Your task =>
Take each line below that has "hidden" and copy it.

Provided data =>
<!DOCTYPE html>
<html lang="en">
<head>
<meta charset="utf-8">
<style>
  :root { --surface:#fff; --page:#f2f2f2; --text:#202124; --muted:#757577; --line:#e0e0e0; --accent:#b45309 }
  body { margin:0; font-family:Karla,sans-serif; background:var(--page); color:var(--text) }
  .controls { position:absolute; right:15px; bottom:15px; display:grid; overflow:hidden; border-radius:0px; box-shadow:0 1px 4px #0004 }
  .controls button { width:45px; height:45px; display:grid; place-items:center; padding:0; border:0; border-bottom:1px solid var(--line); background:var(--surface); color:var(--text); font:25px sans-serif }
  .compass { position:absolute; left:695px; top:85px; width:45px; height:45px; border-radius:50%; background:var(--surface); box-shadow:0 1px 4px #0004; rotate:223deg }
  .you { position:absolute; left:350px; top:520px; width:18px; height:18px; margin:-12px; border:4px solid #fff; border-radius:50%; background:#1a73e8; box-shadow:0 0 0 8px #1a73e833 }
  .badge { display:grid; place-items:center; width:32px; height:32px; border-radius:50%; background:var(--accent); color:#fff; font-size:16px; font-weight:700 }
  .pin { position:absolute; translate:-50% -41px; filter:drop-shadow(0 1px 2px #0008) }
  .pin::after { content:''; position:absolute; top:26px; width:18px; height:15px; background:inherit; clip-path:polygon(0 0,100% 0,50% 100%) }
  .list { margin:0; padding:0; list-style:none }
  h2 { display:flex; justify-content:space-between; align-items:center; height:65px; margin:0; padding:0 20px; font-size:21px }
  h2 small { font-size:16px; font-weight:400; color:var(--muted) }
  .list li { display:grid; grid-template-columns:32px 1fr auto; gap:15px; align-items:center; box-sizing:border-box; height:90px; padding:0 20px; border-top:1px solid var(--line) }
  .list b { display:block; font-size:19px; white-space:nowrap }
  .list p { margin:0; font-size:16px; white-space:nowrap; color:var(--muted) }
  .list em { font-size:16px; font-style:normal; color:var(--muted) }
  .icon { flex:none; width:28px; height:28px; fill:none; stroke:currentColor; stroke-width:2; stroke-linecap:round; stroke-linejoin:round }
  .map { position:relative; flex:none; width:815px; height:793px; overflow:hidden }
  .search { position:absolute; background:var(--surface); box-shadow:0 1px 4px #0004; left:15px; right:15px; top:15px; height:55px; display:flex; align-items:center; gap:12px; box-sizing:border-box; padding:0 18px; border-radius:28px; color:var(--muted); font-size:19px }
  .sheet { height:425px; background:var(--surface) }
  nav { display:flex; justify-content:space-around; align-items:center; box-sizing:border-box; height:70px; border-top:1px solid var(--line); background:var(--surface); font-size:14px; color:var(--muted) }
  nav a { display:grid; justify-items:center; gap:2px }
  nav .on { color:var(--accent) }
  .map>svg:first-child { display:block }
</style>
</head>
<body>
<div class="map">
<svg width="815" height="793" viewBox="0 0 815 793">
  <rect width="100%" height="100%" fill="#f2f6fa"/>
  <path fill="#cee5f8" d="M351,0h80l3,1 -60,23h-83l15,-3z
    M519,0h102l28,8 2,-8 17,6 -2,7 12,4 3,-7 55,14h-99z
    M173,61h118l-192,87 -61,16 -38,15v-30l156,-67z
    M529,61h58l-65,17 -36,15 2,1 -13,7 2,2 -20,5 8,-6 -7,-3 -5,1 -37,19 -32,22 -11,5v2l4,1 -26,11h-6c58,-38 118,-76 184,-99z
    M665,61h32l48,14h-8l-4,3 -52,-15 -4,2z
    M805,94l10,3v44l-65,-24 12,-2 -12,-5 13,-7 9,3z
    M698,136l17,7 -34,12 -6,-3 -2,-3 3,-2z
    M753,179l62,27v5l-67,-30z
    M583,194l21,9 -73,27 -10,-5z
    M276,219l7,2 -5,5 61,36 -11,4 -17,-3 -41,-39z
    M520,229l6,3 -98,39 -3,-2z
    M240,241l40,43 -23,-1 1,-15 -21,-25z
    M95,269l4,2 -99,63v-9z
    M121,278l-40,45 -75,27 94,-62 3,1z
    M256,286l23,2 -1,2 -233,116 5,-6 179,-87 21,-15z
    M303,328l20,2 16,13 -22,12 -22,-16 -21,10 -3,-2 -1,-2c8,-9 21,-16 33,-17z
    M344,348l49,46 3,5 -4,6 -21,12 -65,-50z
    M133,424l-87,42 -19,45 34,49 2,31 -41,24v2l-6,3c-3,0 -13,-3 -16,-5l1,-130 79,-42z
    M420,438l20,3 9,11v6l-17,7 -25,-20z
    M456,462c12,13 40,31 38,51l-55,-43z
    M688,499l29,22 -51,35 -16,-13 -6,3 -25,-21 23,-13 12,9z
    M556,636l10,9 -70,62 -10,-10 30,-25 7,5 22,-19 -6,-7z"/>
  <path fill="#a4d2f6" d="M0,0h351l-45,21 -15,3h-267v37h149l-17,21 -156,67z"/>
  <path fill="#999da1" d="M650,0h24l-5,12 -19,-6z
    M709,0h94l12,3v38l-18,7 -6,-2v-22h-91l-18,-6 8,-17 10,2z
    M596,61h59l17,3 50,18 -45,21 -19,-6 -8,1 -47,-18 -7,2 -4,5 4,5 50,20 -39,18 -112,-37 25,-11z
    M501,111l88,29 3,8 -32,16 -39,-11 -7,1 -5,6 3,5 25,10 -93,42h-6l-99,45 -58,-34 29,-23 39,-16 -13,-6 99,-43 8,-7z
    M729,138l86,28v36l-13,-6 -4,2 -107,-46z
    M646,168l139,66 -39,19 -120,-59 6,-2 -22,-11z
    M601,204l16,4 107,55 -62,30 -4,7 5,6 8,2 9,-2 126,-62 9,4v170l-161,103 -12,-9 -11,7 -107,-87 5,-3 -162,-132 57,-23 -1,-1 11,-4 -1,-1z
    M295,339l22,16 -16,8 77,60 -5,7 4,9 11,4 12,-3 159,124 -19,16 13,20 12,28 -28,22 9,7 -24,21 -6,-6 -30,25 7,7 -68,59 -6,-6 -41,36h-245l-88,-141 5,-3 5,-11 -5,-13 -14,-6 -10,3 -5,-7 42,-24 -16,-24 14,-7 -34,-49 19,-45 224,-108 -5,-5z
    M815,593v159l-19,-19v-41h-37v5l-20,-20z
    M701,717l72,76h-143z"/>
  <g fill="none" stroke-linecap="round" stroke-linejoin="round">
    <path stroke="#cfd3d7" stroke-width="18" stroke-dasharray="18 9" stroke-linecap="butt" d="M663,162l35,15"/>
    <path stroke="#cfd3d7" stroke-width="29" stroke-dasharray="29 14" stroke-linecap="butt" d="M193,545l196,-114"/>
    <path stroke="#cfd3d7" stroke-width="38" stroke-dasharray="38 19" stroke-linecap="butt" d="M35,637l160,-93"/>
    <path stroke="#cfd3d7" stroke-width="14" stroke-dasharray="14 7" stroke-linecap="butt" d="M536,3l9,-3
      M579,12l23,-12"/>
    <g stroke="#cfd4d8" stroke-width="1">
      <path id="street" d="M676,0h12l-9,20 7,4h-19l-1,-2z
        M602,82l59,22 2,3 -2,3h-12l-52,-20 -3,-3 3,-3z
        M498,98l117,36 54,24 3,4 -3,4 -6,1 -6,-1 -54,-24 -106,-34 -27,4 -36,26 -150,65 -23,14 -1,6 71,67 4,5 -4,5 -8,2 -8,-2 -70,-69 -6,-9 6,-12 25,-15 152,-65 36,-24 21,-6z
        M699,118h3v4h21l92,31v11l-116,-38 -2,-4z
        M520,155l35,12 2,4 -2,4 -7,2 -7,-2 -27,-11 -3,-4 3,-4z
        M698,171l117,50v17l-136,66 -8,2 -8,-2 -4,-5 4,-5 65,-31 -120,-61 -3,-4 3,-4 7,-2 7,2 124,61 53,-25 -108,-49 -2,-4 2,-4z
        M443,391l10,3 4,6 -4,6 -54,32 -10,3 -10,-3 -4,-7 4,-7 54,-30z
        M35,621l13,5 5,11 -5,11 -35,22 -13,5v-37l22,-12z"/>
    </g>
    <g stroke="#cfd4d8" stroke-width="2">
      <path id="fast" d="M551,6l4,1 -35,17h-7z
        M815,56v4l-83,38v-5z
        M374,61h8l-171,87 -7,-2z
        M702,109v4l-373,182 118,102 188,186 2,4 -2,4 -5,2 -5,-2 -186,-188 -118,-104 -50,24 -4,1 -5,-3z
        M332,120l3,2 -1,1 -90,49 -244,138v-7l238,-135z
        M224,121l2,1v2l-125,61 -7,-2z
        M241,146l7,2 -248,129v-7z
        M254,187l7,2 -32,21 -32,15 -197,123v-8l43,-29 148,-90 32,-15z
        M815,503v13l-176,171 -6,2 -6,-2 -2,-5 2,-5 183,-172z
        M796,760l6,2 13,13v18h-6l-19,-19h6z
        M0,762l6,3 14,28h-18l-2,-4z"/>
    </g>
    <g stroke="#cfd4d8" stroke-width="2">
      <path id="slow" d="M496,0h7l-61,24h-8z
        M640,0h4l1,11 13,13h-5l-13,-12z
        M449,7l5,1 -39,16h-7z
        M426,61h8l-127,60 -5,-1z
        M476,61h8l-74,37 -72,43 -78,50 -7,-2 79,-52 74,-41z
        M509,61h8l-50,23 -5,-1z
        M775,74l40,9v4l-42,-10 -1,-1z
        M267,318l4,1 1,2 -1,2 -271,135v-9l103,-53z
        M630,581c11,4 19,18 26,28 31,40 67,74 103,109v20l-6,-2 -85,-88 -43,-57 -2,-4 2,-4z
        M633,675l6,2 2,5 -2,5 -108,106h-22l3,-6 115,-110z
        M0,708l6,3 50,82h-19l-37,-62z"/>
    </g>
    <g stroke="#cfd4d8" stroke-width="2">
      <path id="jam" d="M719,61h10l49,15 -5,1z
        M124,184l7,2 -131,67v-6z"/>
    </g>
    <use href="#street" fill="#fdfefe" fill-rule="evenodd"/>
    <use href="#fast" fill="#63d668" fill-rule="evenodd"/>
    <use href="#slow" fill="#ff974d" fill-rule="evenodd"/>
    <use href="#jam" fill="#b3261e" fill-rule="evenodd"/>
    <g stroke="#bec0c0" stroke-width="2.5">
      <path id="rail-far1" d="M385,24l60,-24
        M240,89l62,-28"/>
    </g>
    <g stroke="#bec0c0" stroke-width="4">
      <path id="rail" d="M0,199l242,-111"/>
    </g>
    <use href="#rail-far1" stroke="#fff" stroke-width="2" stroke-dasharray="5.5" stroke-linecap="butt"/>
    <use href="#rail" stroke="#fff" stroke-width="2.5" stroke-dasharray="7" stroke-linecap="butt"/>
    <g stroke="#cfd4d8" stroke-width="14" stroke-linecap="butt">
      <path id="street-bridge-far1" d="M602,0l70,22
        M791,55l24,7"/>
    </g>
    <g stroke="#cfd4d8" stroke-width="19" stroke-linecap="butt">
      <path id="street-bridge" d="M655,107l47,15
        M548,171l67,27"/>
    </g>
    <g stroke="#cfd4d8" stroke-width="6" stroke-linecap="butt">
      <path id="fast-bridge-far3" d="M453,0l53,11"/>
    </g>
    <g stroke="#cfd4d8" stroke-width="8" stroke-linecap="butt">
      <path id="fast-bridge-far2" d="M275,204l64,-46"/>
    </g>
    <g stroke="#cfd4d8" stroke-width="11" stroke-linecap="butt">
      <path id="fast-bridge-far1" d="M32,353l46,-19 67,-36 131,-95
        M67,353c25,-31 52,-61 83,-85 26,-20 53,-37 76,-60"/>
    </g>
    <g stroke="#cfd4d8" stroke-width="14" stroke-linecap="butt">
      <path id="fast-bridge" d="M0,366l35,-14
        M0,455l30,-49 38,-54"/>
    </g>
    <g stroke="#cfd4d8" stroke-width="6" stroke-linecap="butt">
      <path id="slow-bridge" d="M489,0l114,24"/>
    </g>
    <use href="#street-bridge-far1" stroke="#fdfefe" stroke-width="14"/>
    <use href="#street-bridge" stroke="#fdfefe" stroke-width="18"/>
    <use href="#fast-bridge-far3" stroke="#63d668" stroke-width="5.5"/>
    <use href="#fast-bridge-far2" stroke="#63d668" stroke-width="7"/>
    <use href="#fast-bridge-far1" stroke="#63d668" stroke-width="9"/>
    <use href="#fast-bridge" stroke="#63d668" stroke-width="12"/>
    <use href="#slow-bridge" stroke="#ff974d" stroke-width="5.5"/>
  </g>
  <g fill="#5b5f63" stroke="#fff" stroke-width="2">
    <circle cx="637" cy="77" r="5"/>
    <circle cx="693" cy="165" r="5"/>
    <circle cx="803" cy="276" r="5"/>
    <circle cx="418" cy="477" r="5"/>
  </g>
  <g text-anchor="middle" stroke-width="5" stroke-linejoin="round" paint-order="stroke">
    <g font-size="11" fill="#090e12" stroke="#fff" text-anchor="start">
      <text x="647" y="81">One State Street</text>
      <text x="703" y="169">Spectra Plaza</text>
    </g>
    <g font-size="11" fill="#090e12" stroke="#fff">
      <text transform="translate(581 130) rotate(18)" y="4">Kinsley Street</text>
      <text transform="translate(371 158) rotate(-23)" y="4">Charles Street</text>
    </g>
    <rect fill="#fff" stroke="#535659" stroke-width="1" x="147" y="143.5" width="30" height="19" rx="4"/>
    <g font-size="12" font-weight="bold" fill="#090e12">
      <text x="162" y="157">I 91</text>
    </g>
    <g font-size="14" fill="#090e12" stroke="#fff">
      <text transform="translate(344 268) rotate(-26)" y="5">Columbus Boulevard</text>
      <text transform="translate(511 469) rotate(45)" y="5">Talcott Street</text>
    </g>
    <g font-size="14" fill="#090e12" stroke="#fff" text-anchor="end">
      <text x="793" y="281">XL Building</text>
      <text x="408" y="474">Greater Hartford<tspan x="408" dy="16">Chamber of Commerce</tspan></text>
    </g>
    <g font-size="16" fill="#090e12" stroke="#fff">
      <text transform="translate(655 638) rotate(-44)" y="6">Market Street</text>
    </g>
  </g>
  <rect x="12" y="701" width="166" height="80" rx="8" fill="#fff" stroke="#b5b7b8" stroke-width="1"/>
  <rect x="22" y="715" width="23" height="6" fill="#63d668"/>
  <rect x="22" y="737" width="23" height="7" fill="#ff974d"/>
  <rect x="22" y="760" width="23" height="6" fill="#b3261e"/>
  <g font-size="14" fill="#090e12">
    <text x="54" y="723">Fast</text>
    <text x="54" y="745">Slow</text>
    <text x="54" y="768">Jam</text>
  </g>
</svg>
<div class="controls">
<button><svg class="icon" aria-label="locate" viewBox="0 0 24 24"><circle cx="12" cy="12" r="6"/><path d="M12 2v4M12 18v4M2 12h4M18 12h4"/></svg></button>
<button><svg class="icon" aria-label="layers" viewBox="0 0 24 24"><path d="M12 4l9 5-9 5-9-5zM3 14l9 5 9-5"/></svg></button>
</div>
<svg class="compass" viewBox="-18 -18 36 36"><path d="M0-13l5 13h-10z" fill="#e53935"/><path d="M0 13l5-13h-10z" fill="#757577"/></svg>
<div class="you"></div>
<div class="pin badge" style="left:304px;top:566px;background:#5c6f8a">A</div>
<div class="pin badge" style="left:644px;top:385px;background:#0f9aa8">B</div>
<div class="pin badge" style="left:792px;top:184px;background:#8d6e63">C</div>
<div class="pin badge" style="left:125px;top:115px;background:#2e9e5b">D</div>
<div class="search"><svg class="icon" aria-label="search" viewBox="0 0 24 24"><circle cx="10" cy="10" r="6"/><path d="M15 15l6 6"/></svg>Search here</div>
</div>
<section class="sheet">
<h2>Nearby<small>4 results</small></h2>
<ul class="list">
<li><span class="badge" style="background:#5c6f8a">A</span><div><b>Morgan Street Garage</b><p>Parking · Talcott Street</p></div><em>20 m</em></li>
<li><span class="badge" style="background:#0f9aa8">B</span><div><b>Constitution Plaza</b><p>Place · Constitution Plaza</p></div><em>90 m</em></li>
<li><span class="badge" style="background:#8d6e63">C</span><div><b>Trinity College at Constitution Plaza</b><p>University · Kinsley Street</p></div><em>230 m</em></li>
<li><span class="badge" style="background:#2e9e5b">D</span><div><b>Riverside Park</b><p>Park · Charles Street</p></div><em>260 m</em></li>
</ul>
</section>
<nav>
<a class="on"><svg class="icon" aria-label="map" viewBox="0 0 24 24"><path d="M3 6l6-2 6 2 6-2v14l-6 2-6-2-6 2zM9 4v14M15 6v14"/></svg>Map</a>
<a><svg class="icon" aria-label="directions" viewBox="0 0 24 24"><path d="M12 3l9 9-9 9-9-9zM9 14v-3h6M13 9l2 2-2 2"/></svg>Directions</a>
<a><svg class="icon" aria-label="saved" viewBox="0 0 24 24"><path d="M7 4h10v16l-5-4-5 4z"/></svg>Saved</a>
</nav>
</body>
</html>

Response box =>
  .controls { position:absolute; right:15px; bottom:15px; display:grid; overflow:hidden; border-radius:0px; box-shadow:0 1px 4px #0004 }
  .map { position:relative; flex:none; width:815px; height:793px; overflow:hidden }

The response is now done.